De schattingen over het aantal schilderijen dat Kahlo tijdens haar leven maakte, lopen uiteen van minder dan 150. Haar vroegste schilderijen, die zij in het midden van de jaren 1920 maakte, vertonen invloeden van Renaissance meesters en Europese avant-garde kunstenaars zoals Amedeo Modigliani. Tegen het einde van het decennium haalde Kahlo meer inspiratie uit de Mexicaanse volkskunst, aangetrokken door de elementen van “fantasie, naïviteit, en fascinatie voor geweld en dood”. De stijl die zij ontwikkelde mengde realiteit met surrealistische elementen en beeldde vaak pijn en dood uit.
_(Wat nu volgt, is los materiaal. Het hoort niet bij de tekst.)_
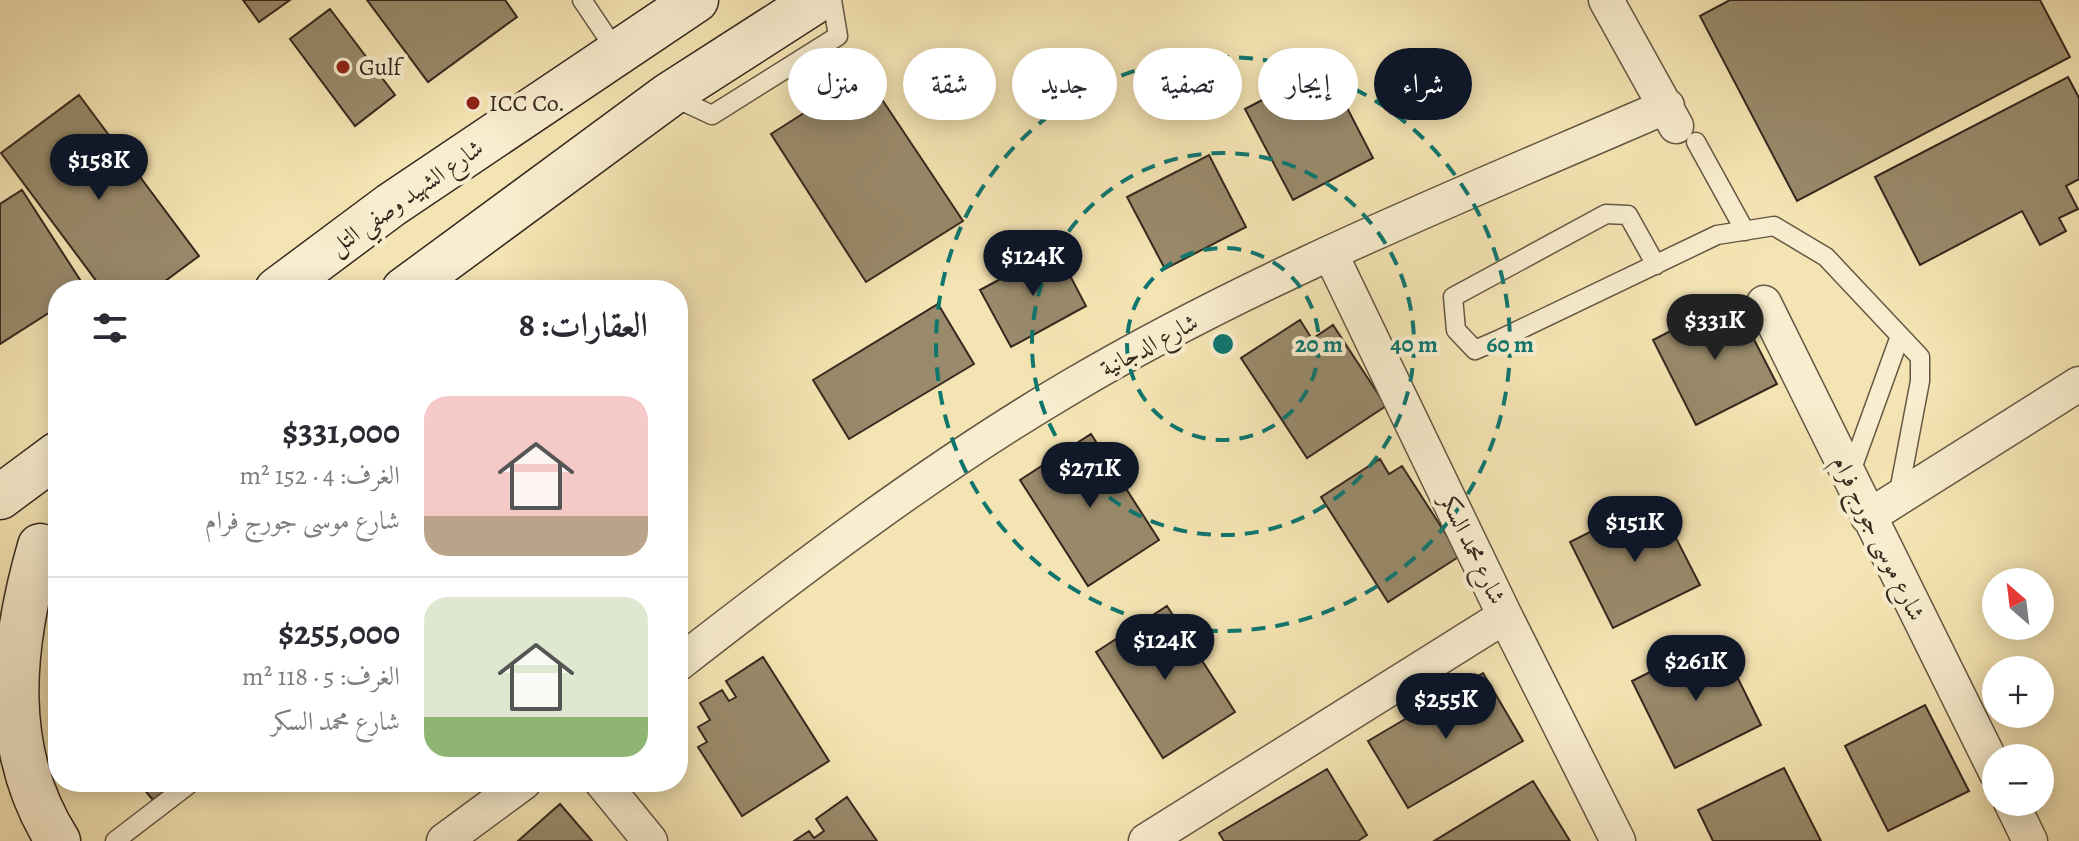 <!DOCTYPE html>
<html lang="ar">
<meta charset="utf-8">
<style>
body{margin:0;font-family:Alegreya,Amiri,serif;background:#f2f2f3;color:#2b2b33;direction:rtl;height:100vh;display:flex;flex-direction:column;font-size:30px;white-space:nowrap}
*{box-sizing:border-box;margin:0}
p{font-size:26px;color:#7c7c81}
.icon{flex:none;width:44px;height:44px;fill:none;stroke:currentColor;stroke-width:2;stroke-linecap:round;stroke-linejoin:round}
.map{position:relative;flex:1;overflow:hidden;direction:ltr}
.panel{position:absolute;left:48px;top:280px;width:640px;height:512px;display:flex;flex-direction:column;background:#fff;border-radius:32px;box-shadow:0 4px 20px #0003;direction:rtl}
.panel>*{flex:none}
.banner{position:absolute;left:712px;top:48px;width:760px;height:72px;direction:rtl;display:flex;gap:16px}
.needle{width:52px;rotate:332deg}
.buttons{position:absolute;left:1982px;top:568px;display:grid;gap:16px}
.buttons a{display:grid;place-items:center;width:72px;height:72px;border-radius:50%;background:#fff;box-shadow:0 4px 20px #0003;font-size:40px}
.price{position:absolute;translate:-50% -68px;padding:0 18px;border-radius:28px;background:#111827;color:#fff;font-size:26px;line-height:52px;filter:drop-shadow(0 2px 4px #0008)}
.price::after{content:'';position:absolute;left:50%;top:48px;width:24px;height:18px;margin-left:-12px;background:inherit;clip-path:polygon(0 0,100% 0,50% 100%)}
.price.current{background:#222;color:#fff}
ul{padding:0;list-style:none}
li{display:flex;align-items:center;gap:24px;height:200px;padding:0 40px}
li+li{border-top:2px solid #e1e1e2}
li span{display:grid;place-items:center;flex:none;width:224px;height:160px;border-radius:24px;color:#555}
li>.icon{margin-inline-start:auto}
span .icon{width:96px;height:96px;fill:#fffc;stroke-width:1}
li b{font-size:34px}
h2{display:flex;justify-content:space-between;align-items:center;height:96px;padding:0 40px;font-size:34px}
.tag{padding:0 28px;border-radius:36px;background:#fff;box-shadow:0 4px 20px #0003;font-size:28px;line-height:72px}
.tag.current{background:#111827;color:#fff}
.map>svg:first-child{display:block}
.building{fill:#998a6b;stroke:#35281e;stroke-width:2}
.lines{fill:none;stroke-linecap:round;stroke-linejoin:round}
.lane-casing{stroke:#655743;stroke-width:21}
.street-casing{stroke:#655743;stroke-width:37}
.secondary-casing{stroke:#35281e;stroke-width:47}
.lane{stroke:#f8edce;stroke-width:18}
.street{stroke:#f8edce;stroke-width:34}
.secondary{stroke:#f8edce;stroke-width:44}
.ring{fill:none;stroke:#0f766e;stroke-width:4;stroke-dasharray:14 10}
.poi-dot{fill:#8f2418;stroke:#f8edce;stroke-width:3}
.labels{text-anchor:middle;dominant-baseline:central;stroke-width:8;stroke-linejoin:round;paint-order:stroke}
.poi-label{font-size:24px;fill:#35281e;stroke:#f8edce;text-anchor:start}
.street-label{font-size:24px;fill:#35281e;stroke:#f8edce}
.centre{fill:#0f766e;stroke:#f8edce;stroke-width:4}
.ring-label{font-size:24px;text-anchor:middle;font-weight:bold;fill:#0f766e;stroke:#f8edce;stroke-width:8;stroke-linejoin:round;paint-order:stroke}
</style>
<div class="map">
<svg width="2079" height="841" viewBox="0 0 2079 841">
<rect width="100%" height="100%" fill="#f5e4b3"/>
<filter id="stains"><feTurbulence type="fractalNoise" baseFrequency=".0025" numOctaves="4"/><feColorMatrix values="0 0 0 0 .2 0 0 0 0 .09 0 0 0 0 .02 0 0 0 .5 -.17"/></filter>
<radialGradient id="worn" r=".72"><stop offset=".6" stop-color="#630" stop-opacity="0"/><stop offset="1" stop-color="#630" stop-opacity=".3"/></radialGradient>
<path class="building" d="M243 0H290L259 22Z
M367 0H505L517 17 428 82Z
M1730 0H2040L2070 57 1797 201 1700 16Z
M330 9 395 95 355 126 290 39Z
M1326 67 1373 158 1293 200 1245 109Z
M865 74 963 221 866 282 771 134Z
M2068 77 2079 98V179L2066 186 2078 209 2059 218 2066 231 2040 245 2022 211 1920 265 1875 177Z
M79 95 199 256 153 290H103L1 153Z
M1209 155 1246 227 1165 269 1127 197Z
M22 190 86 289 58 290V307L0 344V204Z
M1056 249 1086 306 1011 347 980 290Z
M1733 299 1777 384 1696 425 1653 340Z
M938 304 974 364 849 439 813 380Z
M1300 320 1312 339 1333 325 1386 406 1307 458 1241 358Z
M1091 434 1159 540 1088 586 1020 480Z
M1380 459 1389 474 1402 466 1460 556 1388 602 1321 497Z
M1656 499 1700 585 1613 628 1570 542Z
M1167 606 1235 712 1163 758 1096 652Z
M1718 638 1761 725 1675 768 1632 681Z
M763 657 829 761 742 816 698 747 707 742 698 727 710 720 700 703 722 690 729 701 736 697 726 681Z
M1483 673 1523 741 1408 808 1368 741Z
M1925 705 1969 791 1888 831 1845 746Z
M1784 768 1821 841H1713L1698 810Z
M1327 769 1367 835 1358 841H1224L1219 833Z
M1533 781 1570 841H1434Z
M138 782H176L153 800Z
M847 797 877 841H794L809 831 814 838 824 831 816 819Z
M560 804 592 841H518Z"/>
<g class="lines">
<defs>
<path id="lane" d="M582 0 617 52
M671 96 712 115 838 36 832 0
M1696 142 1745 231
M1656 265 1628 215 1606 214 1453 297 1456 330 1475 350 1498 340 1717 235 1774 226 1826 257 1920 357V381L1898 497
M1849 477 1900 336
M115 841 192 782"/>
<path id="street" d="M1606 0 1676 126
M1331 255 1505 616 1618 841
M1764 303 1996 772
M1868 517 2079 384
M678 664C805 565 933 468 1072 386 1260 275 1467 193 1667 106
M602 782 650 841
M2011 802 2030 841
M444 841 524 782
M1146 841 1505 616"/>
<path id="secondary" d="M277 290 391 205 696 0
M404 290 669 95 817 0
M0 497 58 454
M40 546C11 647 0 750 58 841"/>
</defs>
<use href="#lane" class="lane-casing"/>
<use href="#street" class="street-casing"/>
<use href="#secondary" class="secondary-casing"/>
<use href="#lane" class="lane"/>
<use href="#street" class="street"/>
<use href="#secondary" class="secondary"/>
</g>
<g class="ring">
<circle cx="1223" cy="344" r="96"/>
<circle cx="1223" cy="344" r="191"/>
<circle cx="1223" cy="344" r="287"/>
</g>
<g class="poi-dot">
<circle cx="343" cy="67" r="8"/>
<circle cx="473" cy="103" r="8"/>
</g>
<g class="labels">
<g class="poi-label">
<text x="359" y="67">Gulf</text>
<text x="489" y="103">ICC Co.</text>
</g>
<g class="street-label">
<text transform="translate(406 197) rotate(-35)">شارع الشهيد وصفي التل</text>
<text transform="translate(1149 345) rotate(-28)">شارع الدجانية</text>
<text transform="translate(1879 538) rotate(64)">شارع موسى جورج فرام</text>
<text transform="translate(1473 549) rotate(64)">شارع محمد السكر</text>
</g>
</g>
<circle cx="1223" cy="344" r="12" class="centre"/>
<g class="ring-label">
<text x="1319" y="352">20 m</text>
<text x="1414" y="352">40 m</text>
<text x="1510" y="352">60 m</text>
</g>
<rect width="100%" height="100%" filter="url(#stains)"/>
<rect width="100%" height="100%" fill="url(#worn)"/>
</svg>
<div class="buttons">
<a><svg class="needle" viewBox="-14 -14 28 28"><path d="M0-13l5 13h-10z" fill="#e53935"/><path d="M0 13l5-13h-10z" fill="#7c7c81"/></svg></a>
<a>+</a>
<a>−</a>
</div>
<b class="price" style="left:99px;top:202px">$158K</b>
<b class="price" style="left:1033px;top:298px">$124K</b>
<b class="price current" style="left:1715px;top:362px">$331K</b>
<b class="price" style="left:1090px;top:510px">$271K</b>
<b class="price" style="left:1635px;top:564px">$151K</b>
<b class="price" style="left:1165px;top:682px">$124K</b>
<b class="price" style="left:1696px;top:703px">$261K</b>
<b class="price" style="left:1446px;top:741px">$255K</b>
<div class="banner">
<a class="tag current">شراء</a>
<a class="tag">إيجار</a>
<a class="tag">تصفية</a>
<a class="tag">جديد</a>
<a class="tag">شقة</a>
<a class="tag">منزل</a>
</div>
<section class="panel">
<h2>العقارات: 8<svg class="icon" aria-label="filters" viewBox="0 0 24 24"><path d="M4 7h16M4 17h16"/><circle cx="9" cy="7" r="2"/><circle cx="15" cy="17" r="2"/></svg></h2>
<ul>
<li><span style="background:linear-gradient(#f6c9c9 75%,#b9a48a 0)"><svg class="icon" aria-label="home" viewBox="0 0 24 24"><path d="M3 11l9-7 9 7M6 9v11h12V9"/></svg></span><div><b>$331,000</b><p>الغرف: 4 · 152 m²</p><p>شارع موسى جورج فرام</p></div></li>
<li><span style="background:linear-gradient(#dfe7d0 75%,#8fb573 0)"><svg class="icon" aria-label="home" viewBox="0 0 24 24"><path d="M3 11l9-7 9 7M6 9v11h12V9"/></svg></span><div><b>$255,000</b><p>الغرف: 5 · 118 m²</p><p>شارع محمد السكر</p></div></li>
</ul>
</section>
</div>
Een van Kahlo”s vroegste voorvechters was de surrealistische kunstenaar André Breton, die haar tot de beweging rekende als een kunstenaar die haar stijl zogenaamd had ontwikkeld “in totale onwetendheid van de ideeën die de activiteiten van mijn vrienden en mijzelf motiveerden”. Dit werd herhaald door Bertram D. Wolfe, die schreef dat Kahlo”s stijl een “soort van ”naïef” surrealisme was, dat zij voor zichzelf had uitgevonden”. Hoewel Breton haar vooral beschouwde als een vrouwelijke kracht binnen de surrealistische beweging, bracht Kahlo postkoloniale vragen en thema”s naar de voorgrond van haar surrealisme. Breton beschreef Kahlo”s werk ook als “prachtig gesitueerd op het snijpunt tussen de politieke (filosofische) lijn en de artistieke lijn”. Hoewel ze daarna deelnam aan surrealistische tentoonstellingen, verklaarde ze dat ze “het surrealisme verafschuwde”, dat voor haar “bourgeois kunst” was en niet “ware kunst die het volk van de kunstenaar hoopt”. Sommige kunsthistorici zijn het er niet over eens of haar werk wel tot de stroming gerekend moet worden. Volgens Andrea Kettenmann was Kahlo een symboliste die zich meer bezighield met het uitbeelden van haar innerlijke ervaringen. Emma Dexter heeft betoogd dat, aangezien Kahlo haar mengeling van fantasie en werkelijkheid vooral ontleende aan de Azteekse mythologie en de Mexicaanse cultuur in plaats van aan het surrealisme, het beter is om haar schilderijen te beschouwen als meer gemeen hebbend met het magisch realisme, ook bekend als de Nieuwe Zakelijkheid. Het combineert werkelijkheid en fantasie en hanteert een stijl die vergelijkbaar is met die van Kahlo, zoals plat perspectief, duidelijk omlijnde personages en heldere kleuren.

Mexicanidad

Net als veel andere hedendaagse Mexicaanse kunstenaars werd Kahlo sterk beïnvloed door Mexicanidad, een romantisch nationalisme dat zich in de nasleep van de revolutie had ontwikkeld. De Mexicanidad-beweging verzette zich tegen de “mentaliteit van culturele inferioriteit” die door het kolonialisme was ontstaan, en hechtte bijzonder belang aan inheemse culturen. Vóór de revolutie werd de Mexicaanse volkscultuur – een mengeling van inheemse en Europese elementen – geringschat door de elite, die beweerde een zuiver Europese afstamming te hebben en Europa beschouwde als de definitie van beschaving die Mexico moest imiteren. Kahlo”s artistieke ambitie was te schilderen voor het Mexicaanse volk, en zij verklaarde dat zij “met mijn schilderijen waardig wilde zijn aan het volk waartoe ik behoor en aan de ideeën die mij sterken”. Om dit beeld kracht bij te zetten, verborg zij liever de kunstopleiding die zij van haar vader en Ferdinand Fernandez en aan de voorbereidende school had genoten. In plaats daarvan cultiveerde ze een beeld van zichzelf als een “autodidact en naïef kunstenaar”.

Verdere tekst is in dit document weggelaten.